Ed Miliband, who has done so much to push forward the issue of tackling climate change, including his flagship Climate Change Act, has rightly called for a £30bn green stimulus to be brought forward to create 400,000 jobs across the country as the first step in a Green New Deal. 

But with unprecedented sums of public money being invested to stimulate the economic revival from the pandemic, this is the moment when it is possible to now conceive of an even more fundamental shift to a green and just economy. Every serious economic analysis now shows that there are far more jobs and better economic development in a green recovery than back to business as usual. The UN says every $1 (72p) invested in transitioning to a green economy yields $4 (£2.89) in benefits. 

There is ample space for Keir Starmer to set out a bolder vision for a British Green New Deal

Yet while the scale and speed of Covid-recovery spending will influence economic, social and climate policies for years to come, the Global Recovery Observatory says just 17p in every £1 of UK recovery spending can be deemed green. 

US President Joe Biden is already showing the kind of bold policies needed. If Biden – a centrist Democrat in the country where the fossil fuel lobby is strongest and most organised – can release trillions of dollars for green investment, massively improve the US’s climate targets, and focus on creating green jobs, there is ample space for Keir Starmer to set out a much bolder vision for a British Green New Deal.

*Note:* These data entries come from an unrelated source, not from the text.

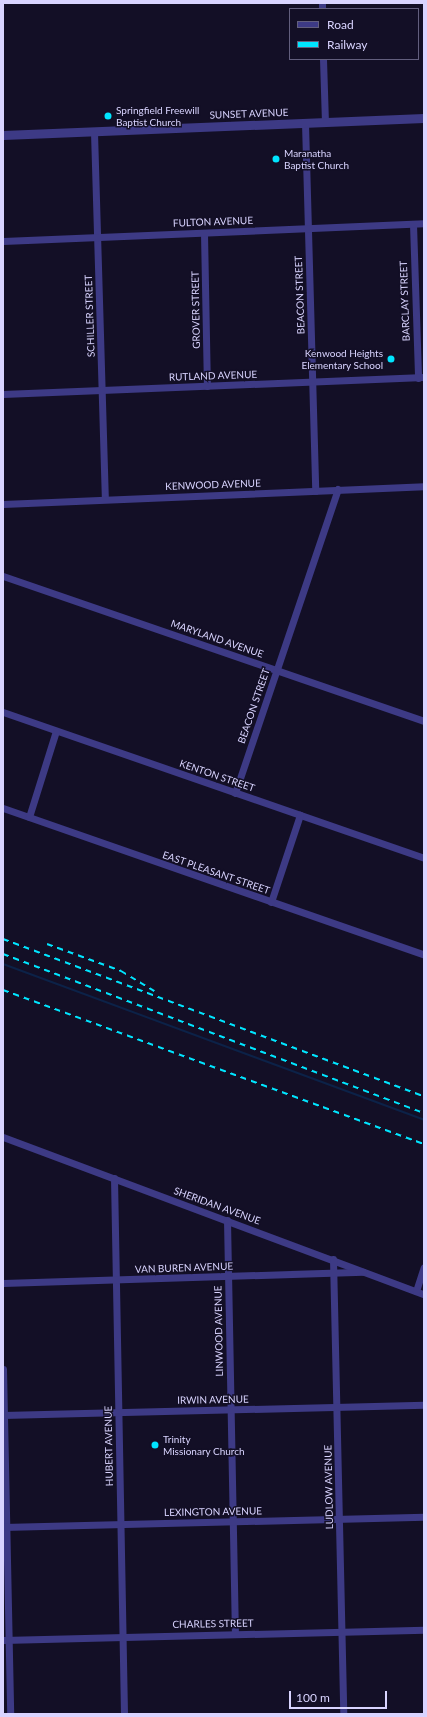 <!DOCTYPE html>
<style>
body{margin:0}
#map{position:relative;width:427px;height:1717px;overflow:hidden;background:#130f26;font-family:Lato,sans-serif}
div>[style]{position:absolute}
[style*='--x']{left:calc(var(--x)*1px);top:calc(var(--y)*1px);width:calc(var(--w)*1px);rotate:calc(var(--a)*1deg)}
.stream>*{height:2px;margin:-1px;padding:0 1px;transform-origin:1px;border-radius:1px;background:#0c2248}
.minor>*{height:7px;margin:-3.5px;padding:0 3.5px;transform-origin:3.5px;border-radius:3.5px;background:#3d3a85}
.tertiary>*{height:9px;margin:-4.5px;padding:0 4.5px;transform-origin:4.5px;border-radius:4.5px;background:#3d3a85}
.rail>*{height:2px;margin-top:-1px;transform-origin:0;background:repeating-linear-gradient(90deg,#00e5ff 0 6px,transparent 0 11px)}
.dots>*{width:11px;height:11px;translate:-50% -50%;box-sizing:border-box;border:2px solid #130f26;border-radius:50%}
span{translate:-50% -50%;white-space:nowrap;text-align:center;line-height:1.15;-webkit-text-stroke:3px #130f26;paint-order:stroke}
.poi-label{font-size:10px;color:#d9d4ff}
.left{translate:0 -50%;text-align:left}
.right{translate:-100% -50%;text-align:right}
.street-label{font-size:10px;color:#d9d4ff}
.frame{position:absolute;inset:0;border:4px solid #d9d4ff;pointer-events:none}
.legend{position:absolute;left:289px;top:8px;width:130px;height:52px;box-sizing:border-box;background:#130f26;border:1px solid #625e7d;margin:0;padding:5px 7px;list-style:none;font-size:12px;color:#d9d4ff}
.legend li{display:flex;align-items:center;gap:8px;height:20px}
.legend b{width:20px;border:1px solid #625e7d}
.scale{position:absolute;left:289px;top:1691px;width:98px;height:18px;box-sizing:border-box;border:2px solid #d9d4ff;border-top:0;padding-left:5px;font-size:12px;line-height:14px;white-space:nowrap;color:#d9d4ff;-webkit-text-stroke:3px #130f26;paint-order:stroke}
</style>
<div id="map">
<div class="stream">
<div style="--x:3;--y:964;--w:449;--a:20.3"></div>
</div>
<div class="minor">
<div style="--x:322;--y:3;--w:6;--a:90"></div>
<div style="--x:323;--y:59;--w:63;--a:88.2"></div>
<div style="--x:305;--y:123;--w:368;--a:88.4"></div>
<div style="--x:94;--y:132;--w:367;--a:88.3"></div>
<div style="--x:413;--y:224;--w:154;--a:88.1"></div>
<div style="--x:204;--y:233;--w:153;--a:88.9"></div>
<div style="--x:3;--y:241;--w:421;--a:-2.4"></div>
<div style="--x:3;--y:394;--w:421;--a:-2.3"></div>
<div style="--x:3;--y:504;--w:421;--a:-2.4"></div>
<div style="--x:3;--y:576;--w:445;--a:19"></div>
<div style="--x:3;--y:712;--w:446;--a:19.1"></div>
<div style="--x:235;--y:793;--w:321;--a:-71.3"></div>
<div style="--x:3;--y:808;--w:446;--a:19.2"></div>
<div style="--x:29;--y:817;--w:90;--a:-72.6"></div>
<div style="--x:271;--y:902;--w:92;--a:-71.6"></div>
<div style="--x:3;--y:1137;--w:449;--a:20.5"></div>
<div style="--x:114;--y:1178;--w:536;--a:88.93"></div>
<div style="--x:227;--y:1220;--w:414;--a:88.9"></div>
<div style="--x:333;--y:1259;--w:455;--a:88.7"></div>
<div style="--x:3;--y:1283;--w:360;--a:-1.8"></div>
<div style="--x:416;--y:1291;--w:25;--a:-72"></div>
<div style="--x:3;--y:1369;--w:345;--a:88.8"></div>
<div style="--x:3;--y:1415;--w:421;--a:-1.4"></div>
<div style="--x:3;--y:1527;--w:421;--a:-1.4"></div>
<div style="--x:3;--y:1640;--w:421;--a:-1.4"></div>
</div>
<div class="tertiary">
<div style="--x:3;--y:135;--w:421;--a:-2.3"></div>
</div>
<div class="rail">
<div style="--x:3;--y:939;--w:449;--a:20.5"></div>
<div style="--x:47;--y:944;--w:79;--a:20"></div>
<div style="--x:121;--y:971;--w:39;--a:31"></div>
<div style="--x:3;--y:954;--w:450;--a:20.7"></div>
<div style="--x:3;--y:990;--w:448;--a:20.1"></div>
</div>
<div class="dots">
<div style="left:108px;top:116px;background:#00e5ff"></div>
<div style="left:276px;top:159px;background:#00e5ff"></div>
<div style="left:391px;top:359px;background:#00e5ff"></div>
<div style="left:155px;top:1445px;background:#00e5ff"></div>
</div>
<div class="poi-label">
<span class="left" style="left:116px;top:116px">Springfield Freewill<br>Baptist Church</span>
<span class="left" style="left:284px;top:159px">Maranatha<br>Baptist Church</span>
<span class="right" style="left:383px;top:359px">Kenwood Heights<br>Elementary School</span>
<span class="left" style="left:163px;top:1445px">Trinity<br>Missionary Church</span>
</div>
<div class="street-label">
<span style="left:249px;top:114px;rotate:-2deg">SUNSET AVENUE</span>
<span style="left:213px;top:222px;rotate:-2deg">FULTON AVENUE</span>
<span style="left:300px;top:295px;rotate:-92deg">BEACON STREET</span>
<span style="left:405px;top:301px;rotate:-92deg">BARCLAY STREET</span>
<span style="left:196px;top:310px;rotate:-91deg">GROVER STREET</span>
<span style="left:90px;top:316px;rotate:-92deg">SCHILLER STREET</span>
<span style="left:213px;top:376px;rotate:-2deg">RUTLAND AVENUE</span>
<span style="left:213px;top:485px;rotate:-2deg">KENWOOD AVENUE</span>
<span style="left:217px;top:639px;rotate:19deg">MARYLAND AVENUE</span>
<span style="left:254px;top:706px;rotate:-71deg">BEACON STREET</span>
<span style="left:217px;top:776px;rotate:19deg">KENTON STREET</span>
<span style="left:216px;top:873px;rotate:19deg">EAST PLEASANT STREET</span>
<span style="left:217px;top:1206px;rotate:20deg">SHERIDAN AVENUE</span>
<span style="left:184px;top:1268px;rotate:-2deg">VAN BUREN AVENUE</span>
<span style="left:219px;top:1331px;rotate:-91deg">LINWOOD AVENUE</span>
<span style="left:213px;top:1400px;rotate:-1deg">IRWIN AVENUE</span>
<span style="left:109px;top:1446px;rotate:-91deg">HUBERT AVENUE</span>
<span style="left:329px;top:1487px;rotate:-91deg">LUDLOW AVENUE</span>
<span style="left:213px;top:1512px;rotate:-1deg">LEXINGTON AVENUE</span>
<span style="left:213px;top:1624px;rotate:-1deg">CHARLES STREET</span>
</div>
<div class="frame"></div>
<ul class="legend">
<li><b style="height:5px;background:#3d3a85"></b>Road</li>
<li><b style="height:5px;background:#00e5ff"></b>Railway</li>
</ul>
<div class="scale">100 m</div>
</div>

Labour should now define itself as a party, and what it would do in government, through ambitious policies based on what is really needed to stop the climate crisis and in so doing build a fairer, more equal economy. At the core of our message must be the creation of millions of green jobs, building cutting-edge low carbon manufacturing, insulating tens of millions of homes, modernising our public transport system and telecommunications, and so much more. Only a party that truly believes in active government, not free market-based solutions, can deliver that. 

This is not only the right thing to do, which alone should make it Labour’s rallying cry, but it can help reconstruct a broad voter alliance including those who have stopped voting Labour and moved to other so-called progressive parties and those in post-deindustrialised areas that have moved to the Tories. We cannot go into the climate crisis as badly prepared as we have into this public health crisis. Now is the moment for Labour to seize the climate initiative.